### Exercise brief
The word "halo" occurs in some lines of the data. Return each such line.

--

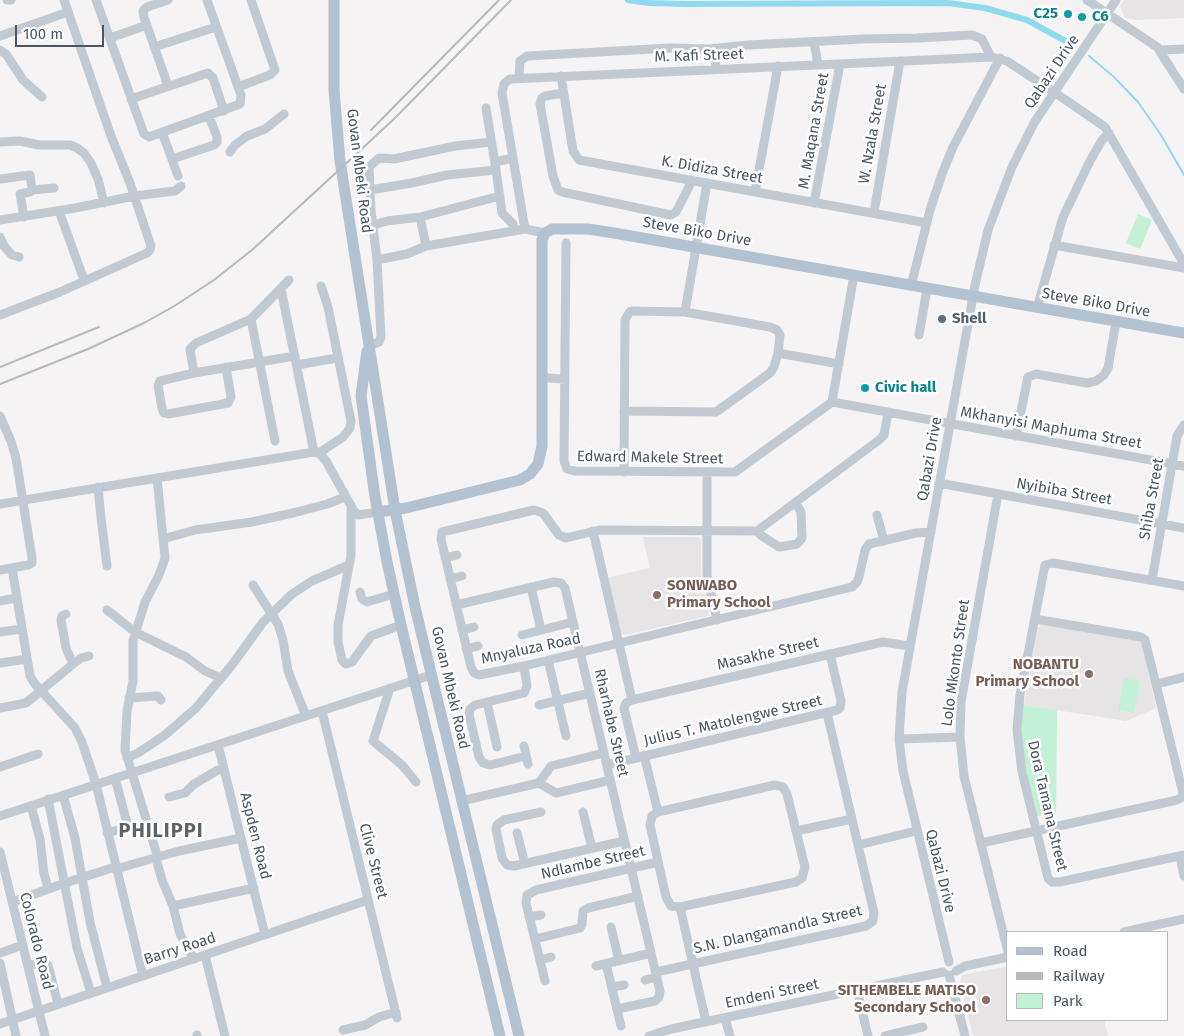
<!DOCTYPE html>
<style>
body{margin:0}
#map{position:relative;width:1184px;height:1036px;overflow:hidden;background:#f5f3f3;font-family:"Fira Sans",sans-serif}
canvas{display:block}
.legend{position:absolute;left:1006px;top:931px;width:162px;height:90px;box-sizing:border-box;background:#fff;border:1px solid #b7bbc0;margin:0;padding:6px 9px;list-style:none;font-size:15px;color:#4a5661}
.legend li{display:flex;align-items:center;gap:10px;height:25px}
.legend b{width:25px;border:1px solid #b7bbc0}
.scale{position:absolute;left:15px;top:25px;width:89px;height:22px;box-sizing:border-box;border:2px solid #4a5661;border-top:0;padding-left:6px;font-size:15px;line-height:18px;white-space:nowrap;color:#4a5661;-webkit-text-stroke:4px #fff;paint-order:stroke}
</style>
<div id="map">
<canvas width="1184" height="1036"></canvas>
<ul class="legend">
<li><b style="height:6px;background:#b3c2d1"></b>Road</li>
<li><b style="height:6px;background:#b5b8bd"></b>Railway</li>
<li><b style="height:14px;background:#c3f1d5"></b>Park</li>
</ul>
<div class="scale">100 m</div>
</div>
<script>
const c = document.querySelector('canvas').getContext('2d');
c.lineJoin = 'round';
function fill(path, color) {
  c.fillStyle = color;
  c.fill(path, 'evenodd');
}
function shape(rows) {
  const path = new Path2D();
  for (const r of rows) {
    path.moveTo(r[0], r[1]);
    for (let i = 2; i < r.length; i += 2) path.lineTo(r[i], r[i + 1]);
  }
  return path;
}
function trace(path, color, width, dash) {
  c.strokeStyle = color;
  c.lineWidth = width;
  c.lineCap = dash ? 'butt' : 'round';
  c.setLineDash(dash || []);
  c.stroke(path);
}
function write(font, color, halo, rows, align = 'center') {
  c.font = font + ' "Fira Sans",sans-serif';
  c.lineWidth = 5;
  c.setLineDash([]);
  c.textBaseline = 'middle';
  c.strokeStyle = halo;
  c.fillStyle = color;
  for (const [text, x, y, turn = 0] of rows) {
    c.save();
    c.translate(x, y);
    c.rotate((+turn || 0) * Math.PI / 180);
    c.textAlign = isNaN(turn) ? turn : align;
    if (halo) c.strokeText(text, 0, 0);
    c.fillText(text, 0, 0);
    c.restore();
  }
}
fill(shape([
 [1124,0,1184,0,1184,18,1137,20,1125,18,1120,6],
 [643,537,698,537,701,540,701,574,709,612,708,616,624,635,618,631,605,578,650,568],
 [1042,624,1139,641,1142,644,1156,708,1126,721,1024,705,1037,628],
 [1008,966,1008,1020,1104,1020,1108,1036,973,1036,960,981,963,975]
]), '#e6e4e5');
fill(shape([
 [1138,214,1152,220,1140,249,1126,243],
 [1124,678,1140,681,1134,713,1118,710],
 [1023,705,1057,710,1056,813,1037,816,1025,767,1020,730]
]), '#c3f1d5');
trace(shape([
 [1089,56,1114,77,1138,102,1161,135,1184,175]
]), '#90daee', 2);
trace(shape([
 [628,0,649,3,685,4,948,3,985,8,1027,20,1071,44]
]), '#90daee', 6);
trace(shape([
 [7,0,11,0],
 [96,0,144,134,149,137,240,104,241,95,207,0],
 [168,0,147,7,143,11,144,17,168,86],
 [1087,0,1157,47,1184,89],
 [0,36,68,12],
 [110,38,147,25],
 [814,42,818,65],
 [154,47,216,27],
 [715,49,716,69],
 [0,50,6,54,23,80,42,97],
 [1161,50,1184,49],
 [561,76,573,151,579,160,927,223],
 [519,78,520,61,527,56,670,48,709,49,748,45,863,39,917,38,972,35,982,39,991,57],
 [238,87,270,75,275,70,251,0],
 [563,93,545,96,542,98,540,104,553,176,558,190,562,192,671,215,676,212,692,181],
 [131,99,208,73,213,78,224,111],
 [486,108,496,170,447,175,412,183,370,190,369,167,379,158,394,159,455,146,491,142],
 [162,132,178,176],
 [0,142,20,141,39,145,70,145,77,148,84,153,91,163,98,179,104,203],
 [230,152,235,145,247,136,265,129,284,114],
 [172,159,214,145,217,142,217,137,209,116],
 [495,162,513,158],
 [496,170,502,213,513,224,514,231],
 [0,179,30,175,32,190],
 [370,190,371,210,377,260,407,254,426,246,525,229],
 [755,192,778,66],
 [814,203,840,64],
 [59,211,84,280],
 [874,212,900,61],
 [24,217,20,194,30,192,32,190,54,188],
 [420,217,426,246],
 [0,220,75,208,134,196,175,191,181,186],
 [373,225,387,221,420,217,500,196],
 [545,233,525,229,502,93,504,84,510,79,991,57,1007,61,1054,92,1105,127,1184,264],
 [0,237,4,246,12,255,19,257],
 [566,243,564,461,567,469,575,471,735,472,832,402],
 [1054,245,1184,268],
 [289,280,251,319,196,343,190,349,194,373,295,356],
 [911,286,930,210,942,174,953,147,1000,58],
 [281,289,314,452],
 [1037,308,1063,217,1090,161,1102,140,1109,133],
 [685,312,707,183],
 [0,315,60,292,147,253,150,250,151,246,130,183,111,136,64,0],
 [251,319,275,441],
 [919,335,927,289],
 [374,344,379,342,381,337,377,260],
 [297,365,337,358],
 [194,373,160,381,158,386,162,408,164,413,168,414,228,403,231,397,226,367],
 [542,375,548,378,565,379],
 [832,402,1184,466],
 [832,402,854,275],
 [624,411,716,412,770,373,774,367,778,353],
 [888,413,884,435,879,440,757,531,599,530,566,538,559,535,543,513,534,510,442,532,441,539,471,667,474,673,479,675,524,666,852,587,857,582,859,577,865,550,869,544,916,533,931,532],
 [0,416,11,441,16,458,32,558,32,563,28,565,0,570],
 [1016,436,1028,377,1036,374,1087,383,1096,381,1104,375,1108,368,1116,322],
 [319,453,343,437,350,428,351,421,328,307,321,286],
 [624,472,625,320,629,313,631,311,685,312,770,327,777,330,780,335,778,353,839,364],
 [707,472,707,575,717,620],
 [157,478,165,558,159,575,145,602,133,641,133,681,127,711,125,750,157,855,157,862,162,880,173,906,180,934,194,959],
 [939,483,1184,528],
 [98,487,101,518,107,566],
 [998,494,961,702,960,737,964,776,1008,952],
 [0,504,314,452,319,453,326,461,354,511,358,515,378,512],
 [351,506,351,555,338,625,338,642,342,660,346,664,352,662,371,636,401,625],
 [877,515,884,541],
 [593,531,632,700],
 [757,531,762,536,779,547,797,544,802,538,801,512,796,503],
 [163,539,195,530,252,522,297,512,327,504,345,497],
 [445,558,457,555],
 [12,568,30,676,35,684,75,728,82,742,96,784,143,976],
 [450,579,462,576],
 [1152,580,1177,436,1184,425],
 [253,585,278,624,283,640,288,671,306,716],
 [1184,586,1053,563,1045,565,1020,695,1017,730,1022,772,1048,878,1052,882,1060,882,1184,855],
 [531,587,541,630],
 [360,592,362,599,367,602,394,594],
 [0,601,17,598],
 [456,605,554,582,561,583,565,588,660,991,659,997,655,1001,617,1009],
 [107,610,135,632,186,657,205,671,221,678],
 [66,614,62,616,61,620,66,648,73,664],
 [462,630,474,627],
 [0,632,22,629],
 [522,635,573,622],
 [466,649,478,646],
 [548,660,566,736],
 [0,663,27,659],
 [524,666,527,686,524,693,475,705,470,709,469,714,479,757,483,763,490,765,526,756],
 [1157,684,1184,677],
 [390,688,373,741,402,765,416,782],
 [129,698,158,696,161,700],
 [487,702,497,747],
 [539,705,590,693],
 [0,708,26,703,73,664,81,658,89,656],
 [322,711,397,1018],
 [899,739,960,737],
 [218,745,265,935],
 [524,746,528,764],
 [644,755,658,812],
 [127,758,138,753,165,735,196,708,232,665,263,622,292,594,312,581,349,565],
 [636,758,624,708,626,703,632,700,883,642,910,646],
 [607,765,837,710,840,708,841,701,830,654],
 [0,767,38,754],
 [539,783,556,793,610,780],
 [775,785,783,787,787,794,805,867,802,878,796,882,680,907,671,906,666,897,650,825,652,816,658,812,775,785],
 [63,795,75,838,90,922,107,988],
 [169,797,185,793,194,784,218,770,224,769],
 [48,799,77,948,91,993],
 [461,801,539,783,551,766,604,753],
 [31,806,40,839,44,874,48,888],
 [541,812,504,820,497,825,496,829,502,858,507,865,514,866,624,841],
 [583,812,592,848],
 [0,816,431,675],
 [796,831,852,819],
 [107,833,128,827,115,778],
 [517,833,525,864],
 [981,843,1177,800,1181,798,1183,793,1145,640,1141,637,1035,619],
 [858,845,916,831],
 [0,852,45,1036],
 [1180,856,1184,876],
 [116,869,179,851,241,838],
 [12,902,65,883,115,867],
 [173,906,254,888],
 [680,907,706,1022],
 [529,917,541,915],
 [611,927,619,961],
 [1124,932,1184,919],
 [535,939,580,928,582,924,583,911,588,908,638,896],
 [0,953,23,945],
 [205,955,225,1036],
 [540,960,551,957],
 [949,962,903,771,899,739,902,692,975,285,988,230,1012,167,1034,123,1116,0],
 [0,963,16,1036],
 [606,964,621,1026],
 [28,965,45,963,48,965,58,1004],
 [596,966,651,953],
 [956,971,965,966,1008,957],
 [656,972,866,926,873,921,874,913,827,713],
 [949,975,965,1036],
 [645,980,657,977],
 [545,981,526,903,527,895,536,890,658,862],
 [612,987,624,985],
 [857,989,868,1036],
 [725,1018,730,1036],
 [0,1024,368,900],
 [343,1030,365,1025,379,1017,396,1012],
 [197,1035,197,1036],
 [649,1036,671,1029,943,972],
 [885,1036,923,1027]
]), '#c1cad2', 9);
trace(shape([
 [334,0,334,90,340,161,395,510,415,607,519,1036],
 [367,351,361,396,375,497,387,562,401,625,500,1036],
 [378,512,406,508,520,480,530,474,538,464,542,446,542,240,545,233,552,229,588,229,614,233,1184,333]
]), '#b3c2d1', 11);
trace(shape([
 [371,130,499,0],
 [0,367,99,327],
 [0,384,88,349,144,323,176,305,214,280,252,250,352,158,396,117,511,0]
]), '#b5b8bd', 2);
for (const [x, y, r, color] of [
 [1068,14,5,"#0f9aa8"],
 [1082,17,5,"#0f9aa8"],
 [942,319,5,"#5c6f8a"],
 [865,388,5,"#0f9aa8"],
 [657,595,5,"#8d6e63"],
 [1089,674,5,"#8d6e63"],
 [986,1000,5,"#8d6e63"]
]) {
  const dot = new Path2D();
  dot.arc(x, y, r, 0, 2 * Math.PI);
  c.fillStyle = color;
  c.fill(dot);
  trace(dot, '#fff', 2);
}
write('bold 15px', '#0d838f', '#fff', [
 ["C25",1058,14,"right"],
 ["C6",1092,17],
 ["Civic hall",875,388]
], 'left');
write('15px', '#4a5661', '#fff', [
 ["M. Kafi Street",699,56,-2],
 ["Qabazi Drive",1052,72,-56],
 ["M. Maqana Street",814,131,-80],
 ["W. Nzala Street",873,134,-80],
 ["K. Didiza Street",712,170,10],
 ["Govan Mbeki Road",359,171,83],
 ["Steve Biko Drive",697,232,10],
 ["Steve Biko Drive",1096,303,10],
 ["Mkhanyisi Maphuma Street",1051,428,10],
 ["Edward Makele Street",650,458,1],
 ["Qabazi Drive",930,459,-80],
 ["Nyibiba Street",1064,492,10],
 ["Shiba Street",1152,499,-80],
 ["Mnyaluza Road",531,649,-12],
 ["Masakhe Street",768,654,-13],
 ["Lolo Mkonto Street",956,663,-82],
 ["Govan Mbeki Road",450,688,77],
 ["Julius T. Matolengwe Street",733,721,-13],
 ["Rharhabe Street",611,723,77],
 ["Dora Tamana Street",1047,806,77],
 ["Aspden Road",255,836,76],
 ["Clive Street",373,861,76],
 ["Ndlambe Street",593,863,-13],
 ["Qabazi Drive",940,871,76],
 ["S.N. Dlangamandla Street",778,930,-13],
 ["Colorado Road",36,941,76],
 ["Barry Road",180,949,-18],
 ["Emdeni Street",772,994,-12]
]);
write('bold 15px', '#4e5e75', '#fff', [
 ["Shell",952,319]
], 'left');
write('bold 15px', '#785e54', '#fff', [
 ["SONWABO",667,586,"left"],
 ["Primary School",667,603,"left"],
 ["NOBANTU",1079,665],
 ["Primary School",1079,682],
 ["SITHEMBELE MATISO",976,991],
 ["Secondary School",976,1008]
], 'right');
c.letterSpacing = '1px';
write('bold 20px', '#5f6368', '#fff', [
 ["PHILIPPI",161,831]
]);
c.letterSpacing = '0px';
</script>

--

### Response to the exercise
function write(font, color, halo, rows, align = 'center') {
  c.strokeStyle = halo;
    if (halo) c.strokeText(text, 0, 0);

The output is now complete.